Bipol: Multi-axes Evaluation of Bias with Explainability in Benchmark Datasets
This work addresses bias mitigation in NLP datasets, which is crucial for reducing harmful biases learned by ML models, though it is incremental as it extends existing bias evaluation methods to multilingual contexts.
The paper tackles the problem of bias in NLP benchmark datasets by evaluating five English and two Swedish datasets using a novel multi-axes bias metric with explainability, resulting in the creation of a new large Swedish bias-labelled dataset of 2 million samples and training a state-of-the-art mT5 model on it.

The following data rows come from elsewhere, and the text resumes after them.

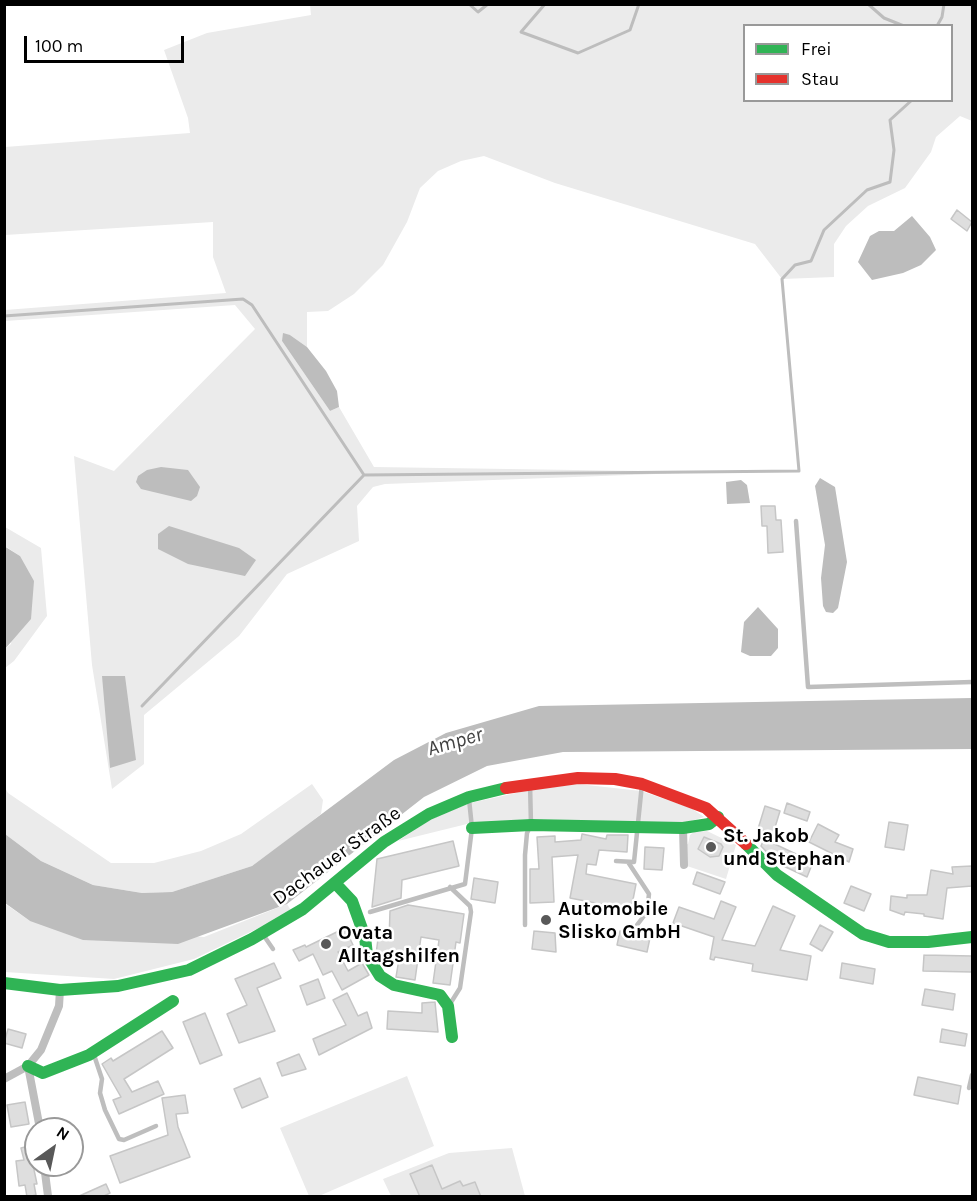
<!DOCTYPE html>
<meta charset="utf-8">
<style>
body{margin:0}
#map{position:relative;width:977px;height:1201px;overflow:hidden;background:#fff;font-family:Karla,sans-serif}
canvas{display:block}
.frame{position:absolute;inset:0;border:6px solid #000;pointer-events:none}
.legend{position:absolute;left:743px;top:24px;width:210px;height:78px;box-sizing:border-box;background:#fff;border:2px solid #999;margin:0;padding:8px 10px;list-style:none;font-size:18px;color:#000}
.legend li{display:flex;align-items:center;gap:12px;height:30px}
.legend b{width:30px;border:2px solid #999}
.north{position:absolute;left:24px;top:1117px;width:60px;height:60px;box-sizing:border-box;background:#fff;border:2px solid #999;border-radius:50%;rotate:33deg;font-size:16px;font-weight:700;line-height:24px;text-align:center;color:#000}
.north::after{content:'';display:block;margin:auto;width:21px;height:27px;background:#595959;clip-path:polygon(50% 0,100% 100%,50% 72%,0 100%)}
.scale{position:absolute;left:24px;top:36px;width:160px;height:27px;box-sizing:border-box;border:3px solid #000;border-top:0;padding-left:8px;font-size:18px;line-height:21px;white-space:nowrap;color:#000;-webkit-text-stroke:4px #fff;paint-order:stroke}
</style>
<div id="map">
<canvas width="977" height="1201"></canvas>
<div class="frame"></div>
<ul class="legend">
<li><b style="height:8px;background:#30b455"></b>Frei</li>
<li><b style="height:8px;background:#e5322d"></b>Stau</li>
</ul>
<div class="north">N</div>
<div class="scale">100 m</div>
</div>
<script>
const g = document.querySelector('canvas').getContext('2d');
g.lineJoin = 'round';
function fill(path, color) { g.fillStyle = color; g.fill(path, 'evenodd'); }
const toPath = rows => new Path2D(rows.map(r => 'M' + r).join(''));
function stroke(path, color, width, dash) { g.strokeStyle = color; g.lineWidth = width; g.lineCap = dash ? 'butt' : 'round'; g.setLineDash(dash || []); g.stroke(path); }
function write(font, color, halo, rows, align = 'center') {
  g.font = font + ' Karla,sans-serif'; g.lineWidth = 5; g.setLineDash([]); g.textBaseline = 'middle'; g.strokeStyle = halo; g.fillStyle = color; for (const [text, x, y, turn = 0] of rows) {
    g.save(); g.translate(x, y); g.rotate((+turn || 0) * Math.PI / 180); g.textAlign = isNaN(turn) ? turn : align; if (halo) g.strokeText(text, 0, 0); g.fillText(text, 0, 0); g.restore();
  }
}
fill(toPath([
 [310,5,972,5,972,121,960,116,936,137,931,152,905,188,868,206,846,226,834,244,834,277,782,279,755,244,555,183,484,156,461,161,438,171,420,188,407,222,383,265,354,294,328,311,307,312,307,347,290,335,282,341,330,411,339,407,374,467,710,472,385,484,373,487,357,506,359,541,287,574,239,636,144,715,144,764,112,789,92,665,74,456,114,471,255,329,235,305,5,321,5,310,226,293,213,257,213,222,5,235,5,147,190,133,188,118,164,50,207,33,311,15],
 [744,26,952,26,952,100,744,100],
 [5,527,41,548,47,616,14,661,5,668,5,649,11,644,20,556,5,546],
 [312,784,323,800,321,814,301,830,252,866,172,892,142,893,93,885,41,861,5,834,4,786,8,793,111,863,154,863,201,851,241,834],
 [578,784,641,791,691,808,704,817,682,824,531,819,471,823,398,841,431,819,470,803,530,790],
 [707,831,736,845,726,879,687,866,685,844,688,844,690,835,694,832],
 [4,903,30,921,204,937,287,904,292,912,194,959,114,979,5,972],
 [407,1076,434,1146,319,1196,309,1196,280,1128],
 [512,1148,525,1196,391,1196,383,1179,449,1153]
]), '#ebebeb');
fill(toPath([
 [912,216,930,237,936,250,921,265,903,273,872,280,858,262,870,236,879,231,894,231],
 [283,333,290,335,307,347,326,371,337,391,339,407,330,411,282,341],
 [161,467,188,470,200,487,197,496,191,501,141,489,136,482,138,476,147,470],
 [820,478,835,487,847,562,838,608,833,613,826,612,823,606,821,578,825,545,815,486],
 [741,480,747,485,750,503,727,504,726,482],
 [169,526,239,548,256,560,245,576,188,564,158,549,158,534],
 [4,546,20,556,34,581,31,619,5,649],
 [758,607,778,629,778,648,771,656,750,656,741,652,744,622],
 [102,676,125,676,136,760,110,768],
 [972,698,972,749,563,752,487,766,424,797,287,904,178,944,83,940,30,921,5,903,5,834,41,861,93,885,142,893,172,892,252,866,394,760,446,733,539,706]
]), '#bdbdbd');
stroke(toPath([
 [469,4,478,12,488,4],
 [545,4,521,32,578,53,630,30,639,4],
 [868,4,884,18,904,26],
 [937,26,942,17,944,4],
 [4,316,243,299,252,305,364,475,799,471,782,279,795,265,811,261,824,230,867,190,890,182,894,150,890,120,912,100],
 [142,706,364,475]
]), '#bdbdbd', 3);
const building = toPath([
 [957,210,972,222,967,231,951,219,957,210],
 [761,506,775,506,776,520,781,520,783,552,768,553,767,526,762,526,761,506],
 [787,803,810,812,807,821,784,813,787,803],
 [765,806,780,811,773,834,758,829,765,806],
 [889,822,908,825,904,850,885,847,889,822],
 [818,824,839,835,835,842,853,849,849,862,809,842,818,824],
 [582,834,606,839,607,835,628,835,627,852,599,850,596,865,587,864,586,874,636,884,631,910,570,898,578,855,552,857,554,902,530,903,530,869,539,869,537,837,555,836,555,842,581,840,582,834],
 [704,837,721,844,723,847,719,856,710,857,698,849,704,837],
 [764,839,813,862,807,877,777,863,761,846,764,839],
 [453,841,459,866,402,880,401,898,372,907,377,859,453,841],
 [645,847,664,848,662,870,644,869,645,847],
 [972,866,972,886,947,888,943,919,924,916,924,914,905,912,904,915,890,910,891,896,907,898,907,895,927,895,931,870,953,874,952,867,972,866],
 [697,872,725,882,720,894,693,884,697,872],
 [474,878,498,882,495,903,471,899,474,878],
 [851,886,871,894,864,911,844,903,851,886],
 [721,901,736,907,722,940,755,946,773,906,795,916,780,950,811,956,807,980,752,971,753,964,715,957,714,960,710,959,714,937,673,923,679,907,714,919,721,901],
 [408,905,464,914,460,943,456,942,450,985,433,983,439,940,421,937,415,980,396,977,399,959,376,954,378,939,389,940,390,911,408,905],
 [820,925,833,932,822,951,810,944,820,925],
 [345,928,353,945,338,952,348,971,362,963,369,975,342,990,332,971,323,975,313,954,299,961,293,950,305,945,306,947,345,928],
 [534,931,555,933,556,952,532,949,534,931],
 [620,931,650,938,647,952,617,945,620,931],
 [924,955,972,956,972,972,923,971,924,955],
 [274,963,281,978,257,988,275,1031,239,1043,227,1014,247,1005,235,979,274,963],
 [842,963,875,969,873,984,840,978,842,963],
 [318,979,325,998,307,1005,300,986,318,979],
 [925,989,955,994,953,1010,922,1005,925,989],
 [347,993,358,1016,367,1012,372,1028,319,1055,313,1039,346,1025,333,1000,347,993],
 [435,1002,438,1032,387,1029,388,1011,422,1013,422,1003,435,1002],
 [205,1013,222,1055,200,1064,183,1022,205,1013],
 [8,1029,26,1034,22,1048,4,1043,8,1029],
 [942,1029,967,1034,965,1046,940,1042,942,1029],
 [162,1031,173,1048,124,1079,132,1092,158,1081,164,1094,119,1114,113,1100,121,1097,102,1064,111,1058,113,1061,162,1031],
 [299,1054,306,1069,282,1076,277,1063,299,1054],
 [918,1077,961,1086,958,1104,914,1095,918,1077],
 [260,1078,268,1097,242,1108,234,1089,260,1078],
 [185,1095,188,1113,176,1114,178,1127,190,1157,120,1183,110,1156,168,1135,162,1098,185,1095],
 [25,1102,29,1124,11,1127,7,1105,25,1102],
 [29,1146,37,1184,34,1184,36,1195,27,1197,25,1185,19,1186,16,1161,24,1160,21,1148,29,1146],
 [432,1165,442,1189,460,1181,463,1186,475,1182,481,1197,420,1197,410,1174,432,1165],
 [106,1184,110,1193,102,1197,77,1197,106,1184]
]);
fill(building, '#dedede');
stroke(building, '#c6c6c6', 1.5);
stroke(toPath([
 [796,521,808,687,972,682],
 [616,861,634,862,642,784],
 [628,862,649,894,647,912,637,925],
 [370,912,465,884,472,828,469,799],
 [525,925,525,855,527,833,531,825,530,783],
 [262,933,273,949],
 [450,1004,460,988,471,912,470,906,450,887],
 [94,1055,102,1079,100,1093,105,1110,119,1139,124,1140,156,1126],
 [969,1088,972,1075]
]), '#bebebe', 4.5);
stroke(toPath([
 [683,828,684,865],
 [28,1066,40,1129],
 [4,1079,28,1066,41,1050,59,1006,60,990],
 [44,1165,48,1196]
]), '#bebebe', 8);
stroke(toPath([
 [472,828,531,825,683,828,709,824,718,817],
 [746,844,777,875,863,934,889,942,928,942,972,937],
 [335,883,352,901,365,937,367,955,380,976,394,985,440,995,448,1006,452,1037],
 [4,983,60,990,118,986,189,970,252,939,303,909,384,842,429,814,469,797,506,788],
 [28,1066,43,1073,89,1055,173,1001]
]), '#30b455', 12);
stroke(toPath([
 [506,788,578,778,615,779,642,784,706,808,746,844]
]), '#e5322d', 12);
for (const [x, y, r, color] of [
 [711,847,6,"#595959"],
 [546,920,6,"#595959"],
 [326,944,6,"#595959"]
]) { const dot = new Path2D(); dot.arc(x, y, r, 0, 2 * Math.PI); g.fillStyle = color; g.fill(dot); stroke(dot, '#fff', 2); }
write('bold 20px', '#000', '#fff', [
 ["St. Jakob",723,836],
 ["und Stephan",723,859],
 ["Automobile",558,909],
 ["Slisko GmbH",558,932],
 ["Ovata",338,933],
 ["Alltagshilfen",338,956]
], 'left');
write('20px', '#000', '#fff', [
 ["Dachauer Straße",337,856,-36]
]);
write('italic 21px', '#424242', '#fff', [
 ["Amper",455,742,-16]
]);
</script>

We investigate five English NLP benchmark datasets (on the superGLUE leaderboard) and two Swedish datasets for bias, along multiple axes. The datasets are the following: Boolean Question (Boolq), CommitmentBank (CB), Winograd Schema Challenge (WSC), Wino-gender diagnostic (AXg), Recognising Textual Entailment (RTE), Swedish CB, and SWEDN. Bias can be harmful and it is known to be common in data, which ML models learn from. In order to mitigate bias in data, it is crucial to be able to estimate it objectively. We use bipol, a novel multi-axes bias metric with explainability, to estimate and explain how much bias exists in these datasets. Multilingual, multi-axes bias evaluation is not very common. Hence, we also contribute a new, large Swedish bias-labelled dataset (of 2 million samples), translated from the English version and train the SotA mT5 model on it. In addition, we contribute new multi-axes lexica for bias detection in Swedish. We make the codes, model, and new dataset publicly available.